She never stopped smiling

One day closer to the weekend, and none too soon, at that.

I realized it's been exactly two weeks since I last wrote. It's not that I haven't had things on my mind - mostly while walking in the desert, or in the times before I fall asleep - but it's getting those thoughts to form words, and words to form an entry that is the trouble.

She's gone. Renee's sister Michele died yesterday morning. She was surrounded by her family for the last couple of hours. They talked about the best times they had together, and Renee said she started smiling and just never stopped. She was able to say good bye. How the HELL do you say goodbye...

I'm heartbroken for Renee's loss. For Michele's husband's loss, for her kids' loss. For her parents and her friends and everyone whose life she touched. I didn't even know this woman, but I know that cancer took her too soon. It's always too damn soon. I find myself thinking, "at least she wasn't hanging on, in pain" but is that just my way of trying to make sense of the senseless?

How does this happen? It was only about eight weeks since Renee told us about her sister's diagnosis. I have to remember that we don't know how long it was growing inside. We don't know so many factors. All we know is that she's gone.

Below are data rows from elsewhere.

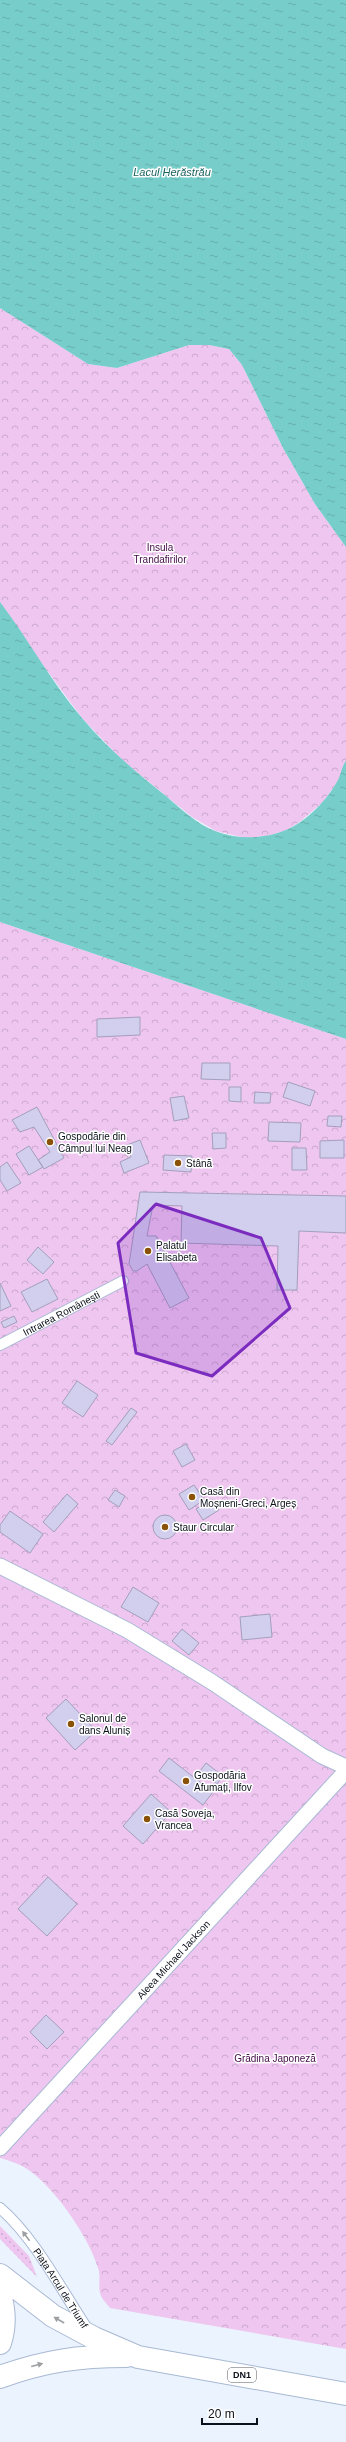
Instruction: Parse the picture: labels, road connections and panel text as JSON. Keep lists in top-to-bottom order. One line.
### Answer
{"streets":{"main road":["Piața Arcul de Triumf","DN1"],"street":["Aleea Michael Jackson"],"lane":["Intrarea Românești"]},"crossings":[["Piața Arcul de Triumf","DN1"]],"one_way":["Piața Arcul de Triumf"],"water":["Lacul Herăstrău"],"parks":["Insula Trandafirilor","Grădina Japoneză"],"places":["Gospodărie din Câmpul lui Neag","Stână","Palatul Elisabeta","Casă din Moșneni-Greci, Argeș","Staur Circular","Salonul de dans Aluniș","Gospodăria Afumați, Ilfov","Casă Soveja, Vrancea"],"scale_bar":"20 m"}
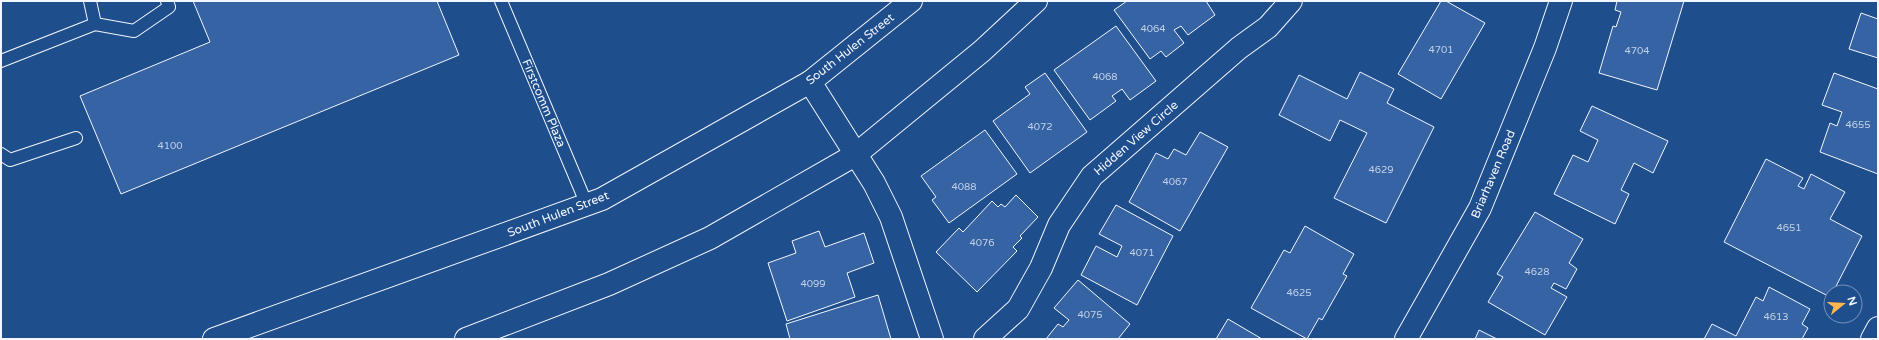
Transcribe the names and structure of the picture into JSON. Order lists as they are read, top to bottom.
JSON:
{
  "streets": {
    "main road": ["South Hulen Street", "Hidden View Circle", "Briarhaven Road"],
    "lane": ["Firstcomm Plaza"]
  },
  "crossings": [
    ["South Hulen Street", "Firstcomm Plaza"]
  ],
  "house_numbers": [
    "4064",
    "4701",
    "4704",
    "4068",
    "4655",
    "4072",
    "4100",
    "4629",
    "4067",
    "4088",
    "4651",
    "4076",
    "4071",
    "4628",
    "4099",
    "4625",
    "4075",
    "4613"
  ],
  "north": "right"
}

I have to make a conscious effort not to insert myself into her story, because it's not my story. It's not my outcome. It's not my diagnosis. Yet the nagging voice in my head that I try to stifle is a subtle reminder that the whole situation hits pretty close to home. As much of a realist as I am, I just can't let myself think of a time when I could hear the words, "I'm sorry, there's nothing we can do." I like to think that there always HAS to be something, but the truth is, there isn't always something. But that doesn't apply to me right now.

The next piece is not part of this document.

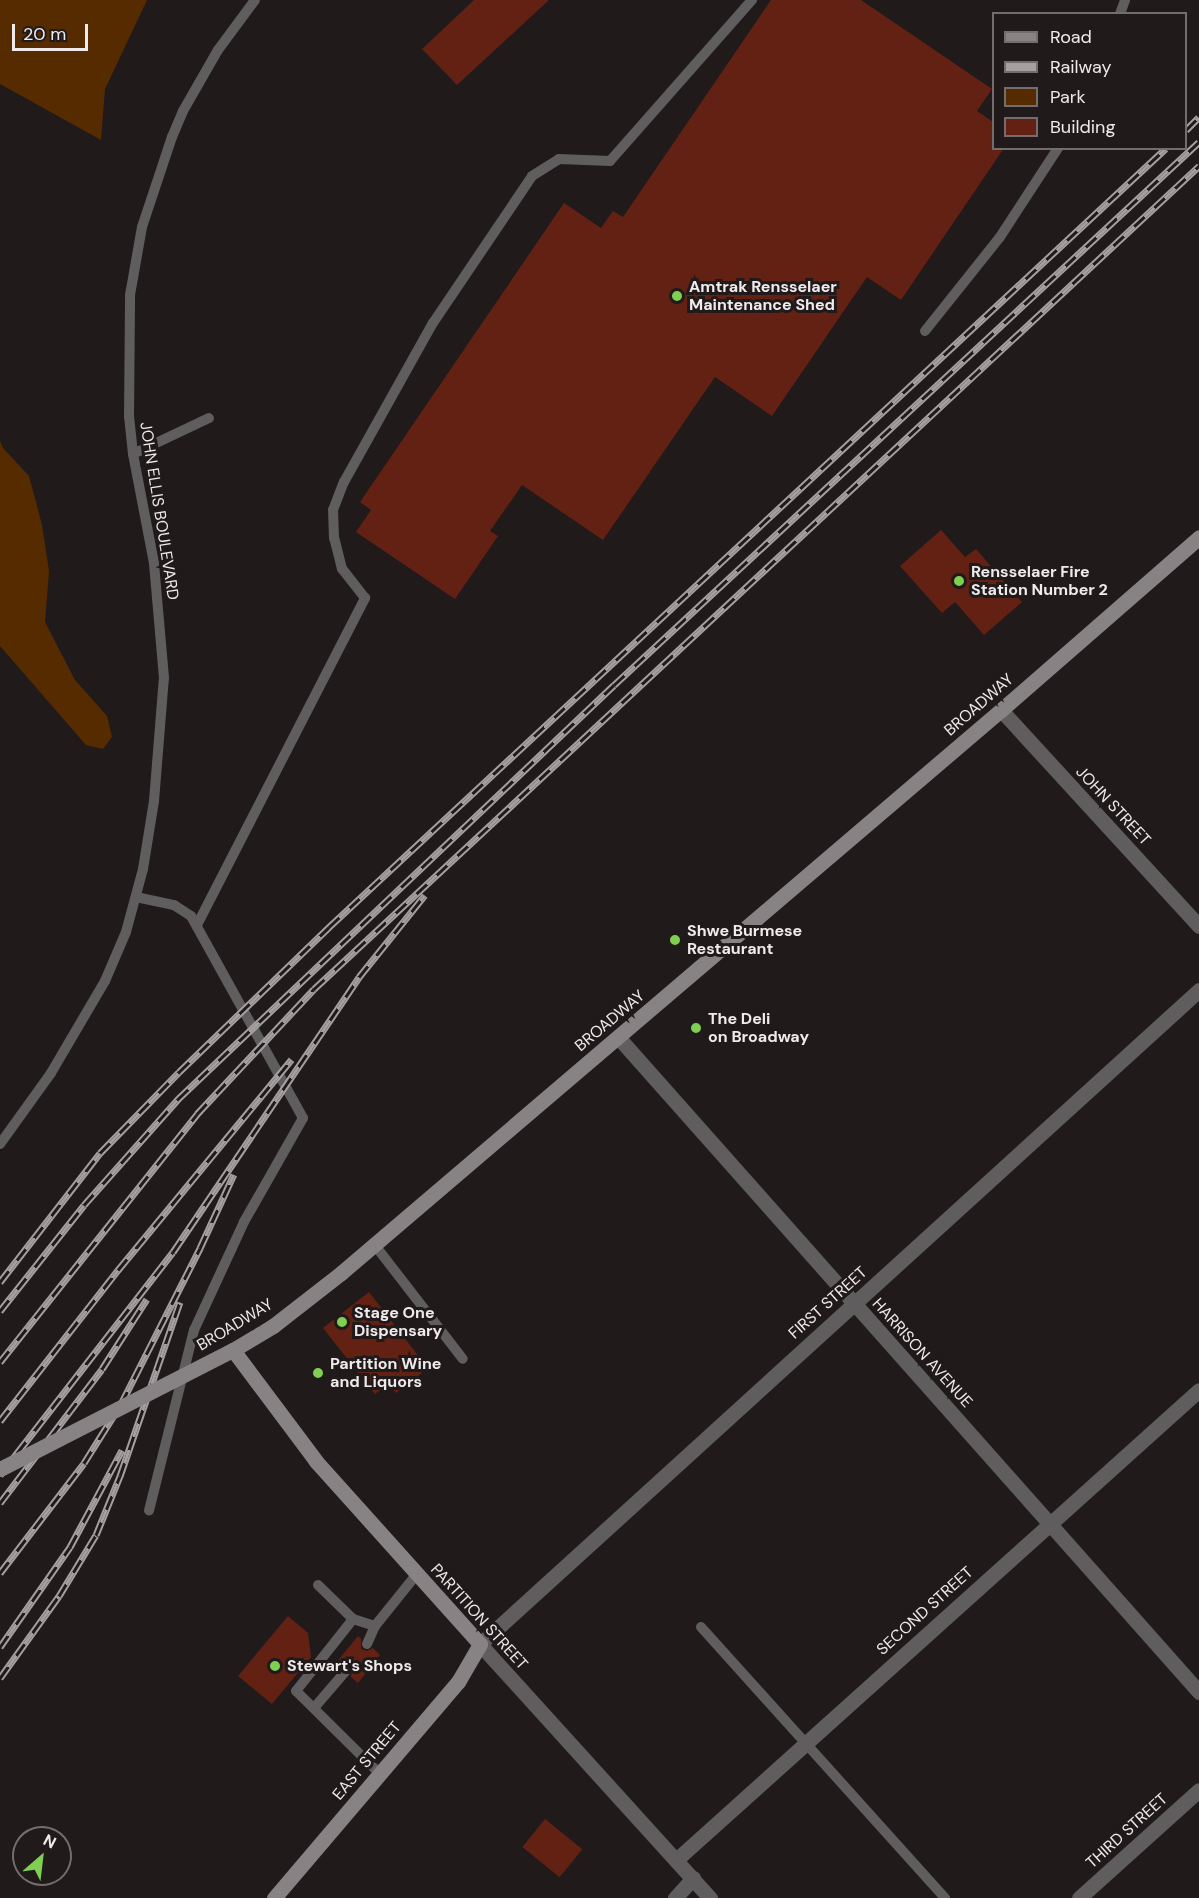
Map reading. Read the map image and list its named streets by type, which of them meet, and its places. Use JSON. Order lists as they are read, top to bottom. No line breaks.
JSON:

This morning while hiking we saw this older couple that we often pass on the trail. Greg commented to them that they are able to sleep in a little now that it's getting light later. She responded something about being able to adjust to the clock. I smiled, as I love seeing these two in the morning, still hiking, still vibrant. They've got to be in their 70s. And then I got choked up at the reality of the fact that there's a good chance that I may never have the chance to retire. I couldn't let myself stay in that place in my mind very long. The fleeting thought was enough.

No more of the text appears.